**PROMPT**
Among the records below, find each line containing the word "rule" and copy it.

**Entries taken from a collection**
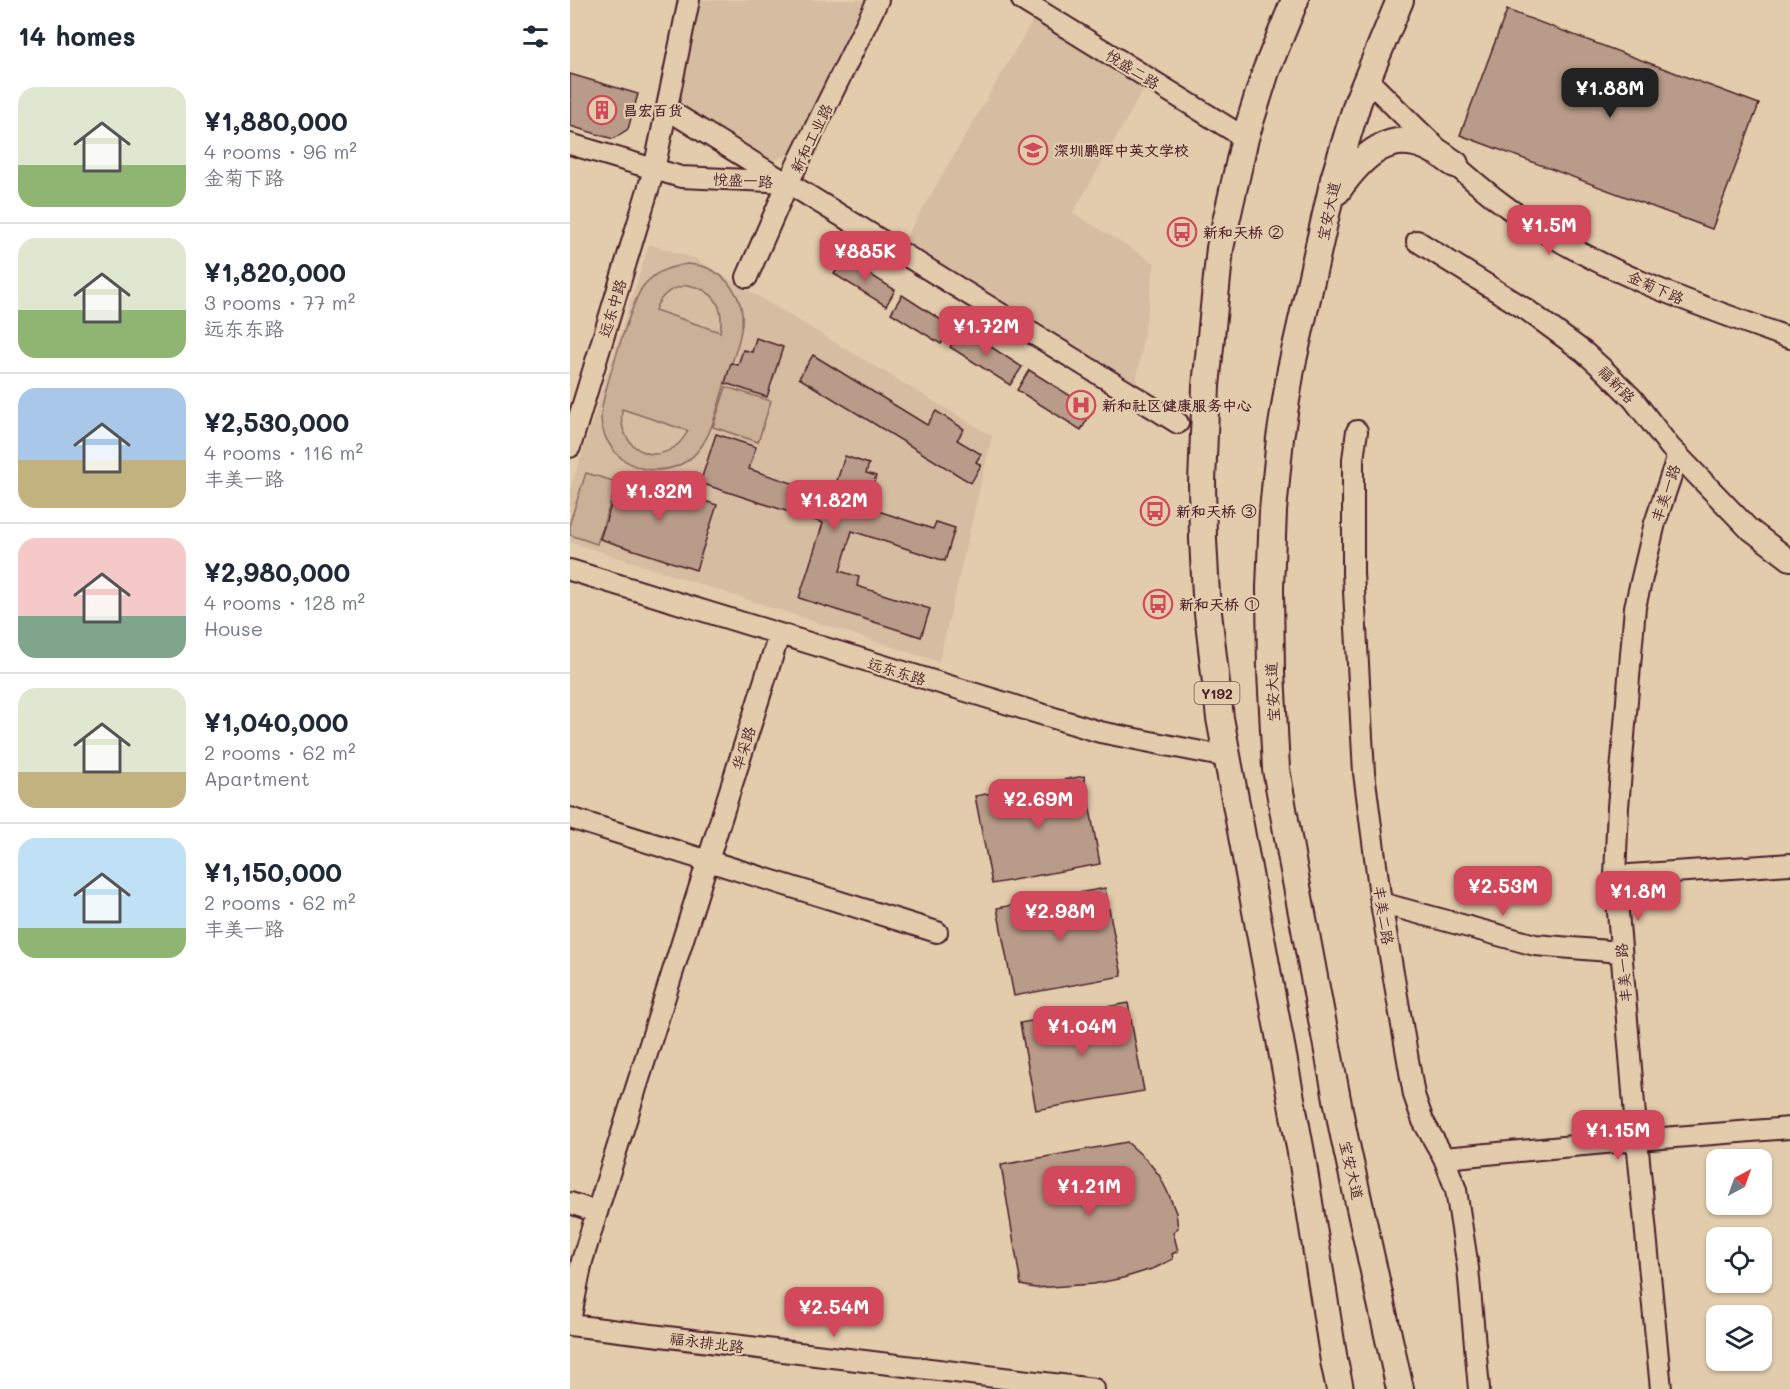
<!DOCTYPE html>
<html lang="en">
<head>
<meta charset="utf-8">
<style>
  :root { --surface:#fff; --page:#f6f6f7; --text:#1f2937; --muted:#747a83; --line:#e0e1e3; --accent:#d1495b }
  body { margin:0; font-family:Mali,"LXGW WenKai TC",sans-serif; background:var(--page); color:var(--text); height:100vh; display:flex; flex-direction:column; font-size:22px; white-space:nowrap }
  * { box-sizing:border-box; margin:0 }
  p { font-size:20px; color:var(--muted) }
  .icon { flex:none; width:33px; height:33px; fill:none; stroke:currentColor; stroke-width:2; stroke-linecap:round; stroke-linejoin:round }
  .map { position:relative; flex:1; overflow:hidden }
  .side { display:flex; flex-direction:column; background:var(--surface); width:570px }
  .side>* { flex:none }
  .needle { width:39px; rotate:41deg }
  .fabs { position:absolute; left:1136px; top:1149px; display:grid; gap:12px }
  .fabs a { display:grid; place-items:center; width:66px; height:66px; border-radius:12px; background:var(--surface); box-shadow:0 2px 4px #0004; font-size:30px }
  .price { position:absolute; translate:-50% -51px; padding:0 14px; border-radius:12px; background:var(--accent); color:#fff; font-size:20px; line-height:39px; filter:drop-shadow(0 2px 3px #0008) }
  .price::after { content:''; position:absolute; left:50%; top:36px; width:18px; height:14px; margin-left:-9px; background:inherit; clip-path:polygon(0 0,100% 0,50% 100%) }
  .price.on { background:#222; color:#fff }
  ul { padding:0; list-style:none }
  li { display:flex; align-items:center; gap:18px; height:150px; padding:0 18px }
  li+li { border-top:2px solid var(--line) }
  li span { display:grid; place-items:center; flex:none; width:168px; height:120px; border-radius:18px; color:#555 }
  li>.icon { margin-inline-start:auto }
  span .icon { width:72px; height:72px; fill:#fffc; stroke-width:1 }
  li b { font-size:26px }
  h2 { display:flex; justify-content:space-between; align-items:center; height:72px; padding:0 18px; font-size:26px }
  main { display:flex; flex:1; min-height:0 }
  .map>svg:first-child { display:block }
  .built { fill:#d6bda1 }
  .green { fill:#cab097; stroke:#8a6861; stroke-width:1.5; fill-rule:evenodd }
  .building { fill:#b89b88; stroke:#4a1f2b; stroke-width:1.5 }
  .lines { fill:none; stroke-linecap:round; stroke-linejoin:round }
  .minor-casing { stroke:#4a1f2b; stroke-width:24 }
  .major-casing { stroke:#4a1f2b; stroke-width:30 }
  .minor { stroke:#e3ccac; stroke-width:20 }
  .major { stroke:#e3ccac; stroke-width:26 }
  .labels { text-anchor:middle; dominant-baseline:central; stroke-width:4.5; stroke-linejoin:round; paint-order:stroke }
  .shield { fill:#e3ccac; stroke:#785352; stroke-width:1.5 }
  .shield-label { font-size:14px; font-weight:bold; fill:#4a1f2b }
  .street-label { font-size:15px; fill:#4a1f2b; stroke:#e3ccac }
  .poi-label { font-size:15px; font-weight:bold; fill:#4a1f2b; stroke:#e3ccac; text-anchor:start }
</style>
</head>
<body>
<main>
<section class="side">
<h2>14 homes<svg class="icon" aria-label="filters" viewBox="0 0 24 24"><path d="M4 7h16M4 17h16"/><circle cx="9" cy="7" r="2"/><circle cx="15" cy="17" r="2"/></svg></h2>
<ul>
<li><span style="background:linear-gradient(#dfe7d0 65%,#8fb573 0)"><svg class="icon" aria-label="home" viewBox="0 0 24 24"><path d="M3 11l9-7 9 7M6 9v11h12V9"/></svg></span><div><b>¥1,880,000</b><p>4 rooms · 96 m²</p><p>金菊下路</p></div></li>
<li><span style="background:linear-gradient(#dfe7d0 60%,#8fb573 0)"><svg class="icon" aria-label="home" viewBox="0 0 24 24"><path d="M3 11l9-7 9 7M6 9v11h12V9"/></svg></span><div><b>¥1,820,000</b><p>3 rooms · 77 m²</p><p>远东东路</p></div></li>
<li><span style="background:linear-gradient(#a9c7e8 60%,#c2b280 0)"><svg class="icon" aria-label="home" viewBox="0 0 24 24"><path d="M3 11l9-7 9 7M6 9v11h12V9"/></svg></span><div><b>¥2,530,000</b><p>4 rooms · 116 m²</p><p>丰美一路</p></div></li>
<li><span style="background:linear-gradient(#f6c9c9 65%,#7fa58c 0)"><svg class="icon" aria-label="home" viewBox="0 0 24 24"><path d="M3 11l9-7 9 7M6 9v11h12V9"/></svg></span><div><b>¥2,980,000</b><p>4 rooms · 128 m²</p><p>House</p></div></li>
<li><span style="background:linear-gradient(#dfe7d0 70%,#c2b280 0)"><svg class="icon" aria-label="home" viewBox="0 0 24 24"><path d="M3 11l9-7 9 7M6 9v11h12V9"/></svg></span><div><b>¥1,040,000</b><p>2 rooms · 62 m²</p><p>Apartment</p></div></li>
<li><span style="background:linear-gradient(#bfe0f5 75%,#8fb573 0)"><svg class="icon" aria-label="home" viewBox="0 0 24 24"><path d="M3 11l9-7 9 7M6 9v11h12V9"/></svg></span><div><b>¥1,150,000</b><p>2 rooms · 62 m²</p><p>丰美一路</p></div></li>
</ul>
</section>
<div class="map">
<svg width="1220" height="1389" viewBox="0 0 1220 1389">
  <rect width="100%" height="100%" fill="#e3ccac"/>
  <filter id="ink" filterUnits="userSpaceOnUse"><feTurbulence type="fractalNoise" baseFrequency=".0167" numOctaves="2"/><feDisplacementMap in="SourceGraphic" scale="12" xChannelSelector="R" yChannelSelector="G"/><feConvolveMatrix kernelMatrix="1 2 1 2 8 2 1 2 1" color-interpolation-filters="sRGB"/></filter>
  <g filter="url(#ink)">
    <g class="built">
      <path d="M129,0h168l-75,153 -21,9 -94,-57z"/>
      <path d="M464,18l111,69 -72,126 82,50 -19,121 -233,-142z"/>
      <path d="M79,244l45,14 298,178 -53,226 -369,-120v-52z"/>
    </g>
    <g class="green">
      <path d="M117,264c6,1 13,1 18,3 23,8 40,33 37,57 -2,19 -10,38 -16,56 -13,41 -19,90 -72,90 -14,0 -31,-8 -40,-19 -7,-9 -13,-21 -13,-33 -1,-18 32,-120 43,-133 12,-14 26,-18 43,-21zM118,285c26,5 37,20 32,47l-65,-22c6,-16 16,-22 33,-25zM52,409l66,22c-22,41 -72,23 -66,-22z"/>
      <path d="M156,387l45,14 -13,41 -45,-15z"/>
      <path d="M16,473l31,9 -20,62 -27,-9v-13z"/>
    </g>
    <g class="building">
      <path d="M937,10l252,94 -47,125 -252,-94z"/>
      <path d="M0,74l68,20 -10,35 -15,10 -43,-13z"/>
      <path d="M274,258l51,32 -9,16 -52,-32z"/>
      <path d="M332,295l50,32 -11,17 -50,-31z"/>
      <path d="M392,328l60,39 -12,18 -60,-38z"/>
      <path d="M186,338l27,9 -16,50 -42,-14 6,-20 7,2 5,-15 9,2z"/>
      <path d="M243,355l114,70 9,-14 28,18 -7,11 24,14 -5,8 5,3 -10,18 -172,-105z"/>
      <path d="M459,370l64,40 -12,20 -64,-40z"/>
      <path d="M146,434l40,13 -7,22 83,27 13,-40 24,8 -3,9 10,3 -10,31 67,22 3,-7 19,6 -10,33 -93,-30 -12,40 19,6 -2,9 73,23 -9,28 -122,-39 24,-75 -123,-40z"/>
      <path d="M51,475l96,30 -21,65 -96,-31z"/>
      <path d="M514,776l16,88 -108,20 -17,-88z"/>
      <path d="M535,888l17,88 -108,20 -17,-88z"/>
      <path d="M558,1003l16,88 -108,19 -16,-87z"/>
      <path d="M557,1142l20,18 12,15 10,20 7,18 2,15 -5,4 5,19 -6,3 1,5 -18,9 -32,10 -29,6 -59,4 -14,-3 -20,-120z"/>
    </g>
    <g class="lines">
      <g class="minor-casing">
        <g id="minor">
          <path d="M452,0l223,138"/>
          <path d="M797,79c45,45 90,92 141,129 85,61 185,96 282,130"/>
          <path d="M97,109l116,72"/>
          <path d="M0,144l111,33 88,4 19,2 390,240"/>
          <path d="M847,241l110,69 57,42 20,18 29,29 37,48 78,81 42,32"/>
          <path d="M177,277l41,-94 90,-183"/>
          <path d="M787,431l-4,28v114l11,200 17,130 33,192 9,26 21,37 12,32 12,78 11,121"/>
          <path d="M0,447l84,-277 35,-170"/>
          <path d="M0,570l530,162 127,25"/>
          <path d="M0,818l367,114"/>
          <path d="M1045,876l175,-12"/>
          <path d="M811,903l154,42 86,7"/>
          <path d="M874,1158l193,-18 153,-12"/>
          <path d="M0,1203l27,9"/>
          <path d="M0,1321l12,-60 15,-49 182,-577"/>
          <path d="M0,1325l524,64"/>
          <path d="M1091,1389l-24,-249 -22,-264 3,-69 17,-200 20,-84 23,-68"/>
        </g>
      </g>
      <g class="major-casing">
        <g id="major">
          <path d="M725,0l-29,71 -21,67 -25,110 -14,138 -4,96 1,57 3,56 14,123 82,440 32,203 6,28"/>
          <path d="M767,191c24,-34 54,-66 98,-40 7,3 13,9 20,13"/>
          <path d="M830,1389l-57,-258 -51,-271 -16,-91 -5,-97 -1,-84 3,-77 7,-73 11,-69 43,-190 24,-78 42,-101"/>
        </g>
      </g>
      <use href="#minor" class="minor"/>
      <use href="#major" class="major"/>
    </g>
  </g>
  <defs>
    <g id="building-ring" transform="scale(1.5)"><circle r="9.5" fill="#e3ccac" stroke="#d1495b" stroke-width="1.5"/><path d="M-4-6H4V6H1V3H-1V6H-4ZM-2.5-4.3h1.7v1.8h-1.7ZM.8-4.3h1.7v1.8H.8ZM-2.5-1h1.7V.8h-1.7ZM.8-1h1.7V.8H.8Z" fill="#d1495b"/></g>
    <g id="school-ring" transform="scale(1.5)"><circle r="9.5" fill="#e3ccac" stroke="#d1495b" stroke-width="1.5"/><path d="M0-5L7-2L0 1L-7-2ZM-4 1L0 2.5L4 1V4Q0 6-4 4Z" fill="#d1495b"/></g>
    <g id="bus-ring" transform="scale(1.5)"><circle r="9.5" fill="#e3ccac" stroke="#d1495b" stroke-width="1.5"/><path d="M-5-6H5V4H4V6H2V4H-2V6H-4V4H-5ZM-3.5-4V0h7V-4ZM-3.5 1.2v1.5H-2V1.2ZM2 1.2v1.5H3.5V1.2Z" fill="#d1495b"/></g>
    <g id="hospital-ring" transform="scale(1.5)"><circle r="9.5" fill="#e3ccac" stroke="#d1495b" stroke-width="1.5"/><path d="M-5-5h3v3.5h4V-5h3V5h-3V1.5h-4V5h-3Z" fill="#d1495b"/></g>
  </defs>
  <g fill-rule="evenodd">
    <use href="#building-ring" x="32" y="110"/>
    <use href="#school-ring" x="463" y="150"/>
    <use href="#bus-ring" x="612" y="232"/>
    <use href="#hospital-ring" x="511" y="405"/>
    <use href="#bus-ring" x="585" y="511"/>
    <use href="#bus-ring" x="588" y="604"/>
  </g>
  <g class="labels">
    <rect class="shield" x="624.5" y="682" width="45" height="22" rx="4.5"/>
    <g class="shield-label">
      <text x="647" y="693">Y192</text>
    </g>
    <g class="street-label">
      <text transform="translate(563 69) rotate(32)">悦盛二路</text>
      <text transform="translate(241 138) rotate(-64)">新和工业路</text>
      <text transform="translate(173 180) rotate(3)">悦盛一路</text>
      <text transform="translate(758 211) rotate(-78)">宝安大道</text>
      <text transform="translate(1086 287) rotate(24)">金菊下路</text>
      <text transform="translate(42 308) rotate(-73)">远东中路</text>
      <text transform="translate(1047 384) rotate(46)">福新路</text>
      <text transform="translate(1095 493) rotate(-71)">丰美一路</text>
      <text transform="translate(327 671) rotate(17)">远东东路</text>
      <text transform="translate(702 692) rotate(-93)">宝安大道</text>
      <text transform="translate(173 748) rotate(-72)">华采路</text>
      <text transform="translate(814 915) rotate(81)">丰美二路</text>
      <text transform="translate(1053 973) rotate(-95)">丰美一路</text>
      <text transform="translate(782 1170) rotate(77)">宝安大道</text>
      <text transform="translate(137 1342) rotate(7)">福永排北路</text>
    </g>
    <g class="poi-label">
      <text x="53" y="110">昌宏百货</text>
      <text x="484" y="150">深圳鹏晖中英文学校</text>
      <text x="633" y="232">新和天桥 ②</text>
      <text x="532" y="405">新和社区健康服务中心</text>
      <text x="606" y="511">新和天桥 ③</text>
      <text x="609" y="604">新和天桥 ①</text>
    </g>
  </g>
</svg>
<div class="fabs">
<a><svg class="needle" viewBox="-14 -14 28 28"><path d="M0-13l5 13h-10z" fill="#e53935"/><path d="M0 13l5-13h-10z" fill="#747a83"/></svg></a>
<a><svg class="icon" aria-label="locate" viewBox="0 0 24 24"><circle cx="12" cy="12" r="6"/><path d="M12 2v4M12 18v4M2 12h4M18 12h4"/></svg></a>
<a><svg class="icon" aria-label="layers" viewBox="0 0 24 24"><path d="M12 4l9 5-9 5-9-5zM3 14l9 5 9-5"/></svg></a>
</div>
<b class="price on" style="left:1040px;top:119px">¥1.88M</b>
<b class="price" style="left:979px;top:256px">¥1.5M</b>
<b class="price" style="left:295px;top:282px">¥885K</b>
<b class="price" style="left:416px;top:357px">¥1.72M</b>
<b class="price" style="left:89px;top:522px">¥1.32M</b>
<b class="price" style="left:264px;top:531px">¥1.82M</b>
<b class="price" style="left:468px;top:830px">¥2.69M</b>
<b class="price" style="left:933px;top:917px">¥2.53M</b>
<b class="price" style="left:1068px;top:922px">¥1.8M</b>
<b class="price" style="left:490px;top:942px">¥2.98M</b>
<b class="price" style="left:512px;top:1057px">¥1.04M</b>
<b class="price" style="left:1048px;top:1161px">¥1.15M</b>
<b class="price" style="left:519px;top:1217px">¥1.21M</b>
<b class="price" style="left:264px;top:1338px">¥2.54M</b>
</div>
</main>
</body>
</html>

**SOLUTION TO THE EXERCISE**
  .green { fill:#cab097; stroke:#8a6861; stroke-width:1.5; fill-rule:evenodd }
  <g fill-rule="evenodd">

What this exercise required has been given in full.